Why i+3? If you find certain info in your html, you want to jump three lines below and store that info?

I wouldnt do this in draw() as it would be executing many times and you are not managing your indexes properly (I am refering to j). Check the code below.

Kf

const MAGIK_NUMBER=3;
String[] rawhtml;
String [] shows;
String html;
int j = 0;

void setup(){
  rawhtml = loadStrings("http://www.bochcenter.org/buy/show-listing");
  shows = new String[75];

 //THIS loop would be executed only once if run in setup
  for(int i = 0; i < rawhtml.length - MAGIK_NUMBER; i++){
    if(rawhtml[i].indexOf("<div class=\"show-title\">") >= 0){
      shows[j] = rawhtml[i+MAGIK_NUMBER];
      j++;
    }
  }
  printArray(shows);
}

function draw() {}

#3

Thanks for the help!

I have been playing around with the code a little and did make some of the changes you suggested.
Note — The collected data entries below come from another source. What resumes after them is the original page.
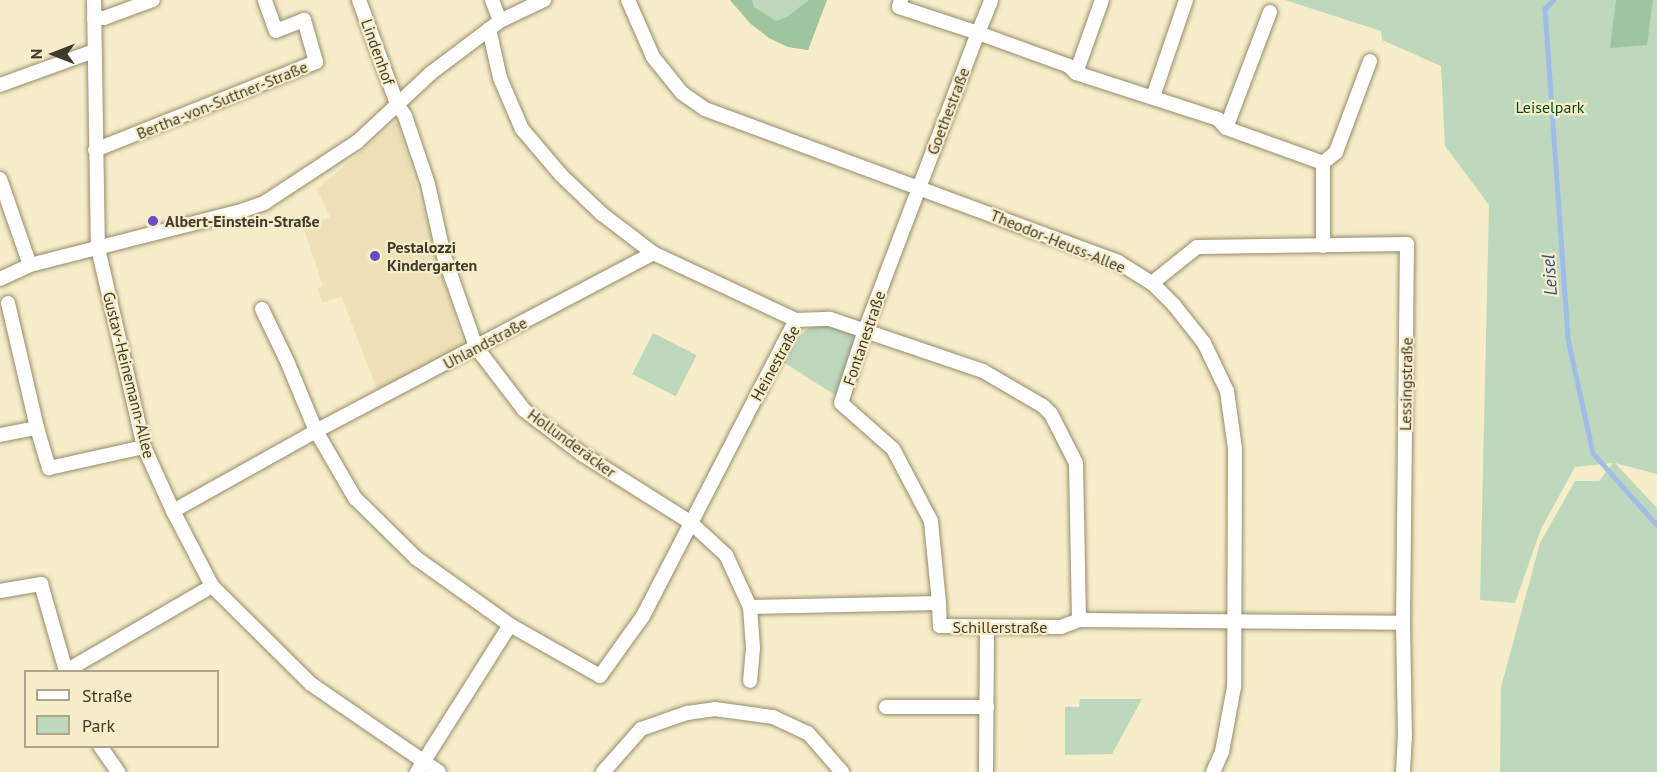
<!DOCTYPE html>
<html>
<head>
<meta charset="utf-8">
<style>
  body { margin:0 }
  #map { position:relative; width:1657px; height:772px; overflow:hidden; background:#f7edc9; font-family:"PT Sans",sans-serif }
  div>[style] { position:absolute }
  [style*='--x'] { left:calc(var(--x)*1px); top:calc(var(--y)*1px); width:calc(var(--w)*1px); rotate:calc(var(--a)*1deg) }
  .built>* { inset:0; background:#eee1b7 }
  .green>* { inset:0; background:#bed8be; transform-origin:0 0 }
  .forest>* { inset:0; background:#9fc5a0 }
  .stream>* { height:4.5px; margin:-2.25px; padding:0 2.25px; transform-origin:2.25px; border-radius:2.25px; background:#a1bce6 }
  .roads { filter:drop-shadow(0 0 2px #968c6c) drop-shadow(0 0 2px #968c6c) }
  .minor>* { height:14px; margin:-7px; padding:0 7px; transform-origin:7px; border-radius:7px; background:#fff }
  .dots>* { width:16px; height:16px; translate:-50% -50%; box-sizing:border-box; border:3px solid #f7edc9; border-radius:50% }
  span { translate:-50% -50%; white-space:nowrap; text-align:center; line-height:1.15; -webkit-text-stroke:4.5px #f7edc9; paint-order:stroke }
  .street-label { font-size:16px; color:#3f3b2e }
  .park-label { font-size:16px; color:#0f4818 }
  .poi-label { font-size:16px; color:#3f3b2e; font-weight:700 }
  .left { translate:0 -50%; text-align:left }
  .water-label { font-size:18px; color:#2e4f84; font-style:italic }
  .legend { position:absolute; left:24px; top:670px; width:195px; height:78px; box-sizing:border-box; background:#f7edc9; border:2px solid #ada68b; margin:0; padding:8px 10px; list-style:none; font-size:18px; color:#3f3b2e }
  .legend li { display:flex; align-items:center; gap:12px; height:30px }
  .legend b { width:30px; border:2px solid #ada68b }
  .north { position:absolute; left:24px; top:24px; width:60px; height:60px; -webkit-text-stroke:4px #f7edc9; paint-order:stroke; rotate:270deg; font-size:16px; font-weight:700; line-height:24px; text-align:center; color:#3f3b2e }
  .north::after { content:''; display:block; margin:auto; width:21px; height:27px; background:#3f3b2e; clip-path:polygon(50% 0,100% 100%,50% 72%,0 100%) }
</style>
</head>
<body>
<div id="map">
  <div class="built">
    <i style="clip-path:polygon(397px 121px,464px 349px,377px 389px,341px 296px,323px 303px,317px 288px,323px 286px,303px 227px,330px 217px,317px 189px)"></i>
  </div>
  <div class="green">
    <i style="clip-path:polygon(730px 0,827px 0,808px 50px,788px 47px,769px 38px,751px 24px)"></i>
    <i style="clip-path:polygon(1285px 0,1657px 0,1657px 474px,1615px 463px,1657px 508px,1657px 772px,1500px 772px,1501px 687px,1540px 543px,1575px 481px,1599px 481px,1613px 463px,1575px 467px,1541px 529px,1515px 603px,1480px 600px,1489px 205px,1445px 146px,1441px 66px,1382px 40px,1381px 31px)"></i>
    <i style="clip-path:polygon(812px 325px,834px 325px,848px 330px,855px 337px,856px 348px,838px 397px,783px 362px,795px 340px)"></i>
    <i style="left:653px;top:333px;width:49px;height:46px;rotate:27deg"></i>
    <i style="clip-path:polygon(1080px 699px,1142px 699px,1112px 754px,1065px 755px,1065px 707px,1079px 707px)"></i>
  </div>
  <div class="forest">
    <i style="clip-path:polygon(730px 0,752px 0,754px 7px,776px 21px,787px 17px,809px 0,827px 0,808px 50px,788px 47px,769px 38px,751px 24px)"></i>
    <i style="clip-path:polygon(1616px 0,1653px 0,1647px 45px,1610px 48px)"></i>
  </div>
  <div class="stream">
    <i style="--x:1554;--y:0;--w:13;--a:135"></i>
    <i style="--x:1545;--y:9;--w:331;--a:86"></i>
    <i style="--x:1568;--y:339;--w:117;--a:77.6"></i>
    <i style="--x:1593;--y:453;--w:96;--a:48.4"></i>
  </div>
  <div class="roads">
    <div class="minor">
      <i style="--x:94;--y:0;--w:248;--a:89.1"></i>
      <i style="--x:98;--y:248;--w:204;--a:77"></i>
      <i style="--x:144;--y:447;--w:70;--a:65.6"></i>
      <i style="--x:173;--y:511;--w:85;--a:62.5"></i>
      <i style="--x:212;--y:586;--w:139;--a:44.7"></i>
      <i style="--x:311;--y:684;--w:155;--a:34.5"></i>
      <i style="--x:359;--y:0;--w:111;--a:69.9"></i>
      <i style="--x:397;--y:104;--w:14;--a:56"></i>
      <i style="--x:405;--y:116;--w:72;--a:71.3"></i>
      <i style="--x:428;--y:184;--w:74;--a:77.5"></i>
      <i style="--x:444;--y:256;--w:96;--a:70.6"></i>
      <i style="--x:476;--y:347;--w:79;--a:52.7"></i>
      <i style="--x:524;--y:410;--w:73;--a:37.2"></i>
      <i style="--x:582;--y:454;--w:128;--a:32.2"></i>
      <i style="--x:690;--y:522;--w:49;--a:42.5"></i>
      <i style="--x:726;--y:555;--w:57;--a:65.2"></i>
      <i style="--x:750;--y:607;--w:41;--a:85.8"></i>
      <i style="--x:753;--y:648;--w:33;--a:95"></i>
      <i style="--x:492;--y:0;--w:22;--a:69"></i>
      <i style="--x:628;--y:0;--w:62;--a:66.3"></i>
      <i style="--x:653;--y:57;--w:46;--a:51.1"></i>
      <i style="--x:682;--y:93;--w:28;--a:35"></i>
      <i style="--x:705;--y:109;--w:440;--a:20.3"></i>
      <i style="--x:1118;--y:262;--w:40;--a:32"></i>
      <i style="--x:1152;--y:283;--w:31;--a:45"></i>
      <i style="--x:1174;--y:305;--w:48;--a:51.7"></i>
      <i style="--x:1204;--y:343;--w:53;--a:64.4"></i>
      <i style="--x:1227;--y:391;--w:59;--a:82.1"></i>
      <i style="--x:1235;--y:449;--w:238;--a:90.2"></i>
      <i style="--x:1234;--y:687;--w:66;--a:100.5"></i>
      <i style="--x:1222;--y:752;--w:22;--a:114"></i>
      <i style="--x:901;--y:0;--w:7;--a:106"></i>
      <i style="--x:899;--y:7;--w:83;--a:18.2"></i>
      <i style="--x:978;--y:33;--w:35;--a:-68"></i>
      <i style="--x:94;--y:18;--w:10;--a:0"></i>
      <i style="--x:104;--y:18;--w:52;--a:-20.2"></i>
      <i style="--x:489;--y:29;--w:50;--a:77.3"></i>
      <i style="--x:500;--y:78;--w:56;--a:66.7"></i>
      <i style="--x:522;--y:129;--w:60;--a:49.7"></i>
      <i style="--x:561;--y:175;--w:57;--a:43.6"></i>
      <i style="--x:602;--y:214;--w:64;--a:37.4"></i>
      <i style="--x:653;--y:253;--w:158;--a:25.1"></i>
      <i style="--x:796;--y:320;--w:34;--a:-2"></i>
      <i style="--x:830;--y:319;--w:162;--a:18.8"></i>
      <i style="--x:983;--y:371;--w:69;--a:30.3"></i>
      <i style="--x:1043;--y:406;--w:11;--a:45"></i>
      <i style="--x:1051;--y:414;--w:55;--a:63"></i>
      <i style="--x:1076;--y:463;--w:157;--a:88.9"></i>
      <i style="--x:1076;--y:73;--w:77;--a:-70.4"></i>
      <i style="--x:0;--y:85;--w:100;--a:-19.9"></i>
      <i style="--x:1153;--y:97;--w:102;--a:-71.2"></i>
      <i style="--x:1226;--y:128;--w:124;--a:-69.2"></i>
      <i style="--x:95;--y:150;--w:238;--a:-21.7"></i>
      <i style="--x:316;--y:62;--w:44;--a:-105.9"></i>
      <i style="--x:304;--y:20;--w:30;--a:159"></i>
      <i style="--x:276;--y:31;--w:33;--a:-110"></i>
      <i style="--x:1323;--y:163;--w:17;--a:-40"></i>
      <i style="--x:1336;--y:152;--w:97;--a:-69.5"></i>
      <i style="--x:0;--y:179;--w:91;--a:70.8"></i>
      <i style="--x:0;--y:279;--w:33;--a:-25"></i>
      <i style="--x:30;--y:265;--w:215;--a:-14.3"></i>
      <i style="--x:238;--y:212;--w:28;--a:-19"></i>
      <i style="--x:264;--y:203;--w:111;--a:-33.3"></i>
      <i style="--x:357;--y:142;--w:101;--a:-43"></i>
      <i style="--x:431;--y:73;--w:86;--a:-37"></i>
      <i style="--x:500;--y:21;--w:49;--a:-25.5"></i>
      <i style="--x:8;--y:303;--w:128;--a:76.9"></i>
      <i style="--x:37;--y:428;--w:42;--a:73.3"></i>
      <i style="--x:49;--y:468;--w:97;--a:-12.5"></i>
      <i style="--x:262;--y:309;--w:58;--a:64.3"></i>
      <i style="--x:287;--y:361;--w:76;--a:67.5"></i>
      <i style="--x:316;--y:431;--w:78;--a:59.8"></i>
      <i style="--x:355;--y:498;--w:86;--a:44.5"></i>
      <i style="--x:416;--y:558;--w:115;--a:35.5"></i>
      <i style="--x:0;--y:435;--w:38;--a:-11"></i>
      <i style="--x:173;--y:511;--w:164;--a:-29.2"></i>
      <i style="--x:316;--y:431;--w:381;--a:-27.8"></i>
      <i style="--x:0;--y:591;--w:42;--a:-9.7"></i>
      <i style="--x:41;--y:584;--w:91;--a:74"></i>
      <i style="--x:66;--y:671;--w:169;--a:-30.2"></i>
      <i style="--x:939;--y:603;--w:82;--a:-95.6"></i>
      <i style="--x:931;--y:521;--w:81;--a:-117.8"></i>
      <i style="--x:893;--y:449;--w:69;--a:-138.5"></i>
      <i style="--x:841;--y:403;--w:77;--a:-71.8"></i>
      <i style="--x:865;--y:330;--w:318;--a:-69.2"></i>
      <i style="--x:978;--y:33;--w:97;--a:19.9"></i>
      <i style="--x:1069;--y:66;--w:10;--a:45"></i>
      <i style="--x:1076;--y:73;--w:149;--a:17.9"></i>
      <i style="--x:1218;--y:119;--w:12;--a:48"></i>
      <i style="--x:1226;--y:128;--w:103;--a:19.8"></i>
      <i style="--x:1323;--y:163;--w:83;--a:90"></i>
      <i style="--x:750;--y:607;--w:189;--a:-1.2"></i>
      <i style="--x:939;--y:603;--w:23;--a:88"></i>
      <i style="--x:940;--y:626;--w:121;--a:0.5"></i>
      <i style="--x:1061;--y:627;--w:19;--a:-21"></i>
      <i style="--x:1079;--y:620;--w:324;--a:0.5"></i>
      <i style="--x:1403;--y:623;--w:379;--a:-89.4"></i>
      <i style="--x:1407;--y:244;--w:210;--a:179.2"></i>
      <i style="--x:1197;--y:247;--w:58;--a:141.3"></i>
      <i style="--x:886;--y:707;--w:101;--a:0"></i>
      <i style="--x:100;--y:746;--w:32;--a:55"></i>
      <i style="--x:417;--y:772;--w:174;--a:-57.7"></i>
      <i style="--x:510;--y:625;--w:103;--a:29.5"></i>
      <i style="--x:600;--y:676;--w:74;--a:-54.4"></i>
      <i style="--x:643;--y:616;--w:333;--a:-62.7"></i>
      <i style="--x:603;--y:772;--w:57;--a:-48.5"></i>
      <i style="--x:641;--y:729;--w:49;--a:-19.2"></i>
      <i style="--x:687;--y:713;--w:28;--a:-8"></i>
      <i style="--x:715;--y:709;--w:59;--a:7.9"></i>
      <i style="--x:773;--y:717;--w:38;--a:25"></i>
      <i style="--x:808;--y:733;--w:52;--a:48.9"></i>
      <i style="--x:986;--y:772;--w:145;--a:-89.6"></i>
      <i style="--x:1403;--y:772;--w:34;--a:-87"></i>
      <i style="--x:1405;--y:738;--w:115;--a:-91"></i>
    </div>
  </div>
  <div class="dots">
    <i style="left:153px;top:221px;background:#6b4bc4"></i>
    <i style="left:375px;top:256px;background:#6b4bc4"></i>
  </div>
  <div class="street-label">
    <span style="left:378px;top:52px;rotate:70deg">Lindenhof</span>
    <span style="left:222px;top:100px;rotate:-22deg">Bertha-von-Suttner-Straße</span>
    <span style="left:948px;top:111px;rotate:-69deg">Goethestraße</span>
    <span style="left:1058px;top:241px;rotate:22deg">Theodor-Heuss-Allee</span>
    <span style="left:864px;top:338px;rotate:-71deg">Fontanestraße</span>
    <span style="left:485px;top:343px;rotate:-28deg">Uhlandstraße</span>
    <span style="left:775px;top:363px;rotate:-61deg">Heinestraße</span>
    <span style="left:129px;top:375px;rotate:76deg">Gustav-Heinemann-Allee</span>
    <span style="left:1406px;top:384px;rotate:-89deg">Lessingstraße</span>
    <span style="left:572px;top:443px;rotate:36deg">Hollunderäcker</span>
    <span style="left:1000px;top:627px">Schillerstraße</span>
  </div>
  <div class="park-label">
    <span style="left:1550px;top:107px">Leiselpark</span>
  </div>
  <div class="poi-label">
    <span class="left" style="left:165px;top:221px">Albert-Einstein-Straße</span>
    <span class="left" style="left:387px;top:256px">Pestalozzi<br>Kindergarten</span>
  </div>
  <div class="water-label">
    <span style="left:1550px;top:275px;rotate:-94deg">Leisel</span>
  </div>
  <ul class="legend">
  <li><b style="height:8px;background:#fff"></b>Straße</li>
  <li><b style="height:16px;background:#bed8be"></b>Park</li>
  </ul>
  <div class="north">N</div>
</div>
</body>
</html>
Here is my updated code:

String[] rawhtml;
String [] shows;
String [] dates;
String html;
Table performancelisting;

void setup(){
rawhtml = loadStrings(“http://www.bochcenter.org/buy/show-listing”);
shows = new String[75];
dates = new String[75];
performancelisting = new Table();
performancelisting.addColumn(“Subject”, Table.STRING);
performancelisting.addColumn(“Start Date”, Table.STRING);

int j = 0;
int k = 0;
for(int i = 0; i < rawhtml.length; i++){
if(rawhtml[i].indexOf("<div class=“show-title”>") >= 0){
shows[j] = trim(rawhtml[i+3]);
j++;
}
}
for(int i = 0; i < rawhtml.length; i++){
if(rawhtml[i].indexOf(" <time class=“dates”") >= 0){
dates[k] = trim(rawhtml[i+1]);
k++;
}
}

for(int i = 0; i < shows.length; i++){
TableRow newRow = performancelisting.addRow();
newRow.setString(“Subject”, shows[i]);
newRow.setString(“Start Date”, dates[i]);
}

saveTable(performancelisting, “data/new.csv”);
printArray(dates);
}

I am using i+3 and i+1 because the data I am searching for is actually 3 lines below for the show title and 1 line below for the show date where the html code I am searching for is when I View Source for the website.


#4

Please format your code :blush:

It consist on these two steps:

  1. In your code editor (PDE, VS code, Eclipse, etc) ensure you execute the beautifier function. This function automatically indents your code. Auto-indenting makes your code easier to read and helps catching bugs due to mismatch parenthesis, for instance. In the PDE, you use the key combination: ctrl+t
  2. You copy and paste your code in the forum. Then you select the code and you hit the formatting button aka. the button with this symbol: </>

That’s it! Please notice you do not create a new post in case you need to format something you already posted. You can edit your post, copy the code to the PDE, indent the code properly there and then past it back here, format the code and >> save << the edits.

Extra info:

Formatting your code makes everybody’s life easier, your code looks much better plus it ensures your code integrity is not affected by the forum’s formatting (Do you know the forum processes markup code?) Please visit the sticky posts or the FAQ section/post to learn about this, other advantages and super powers you can get in this brand new forum.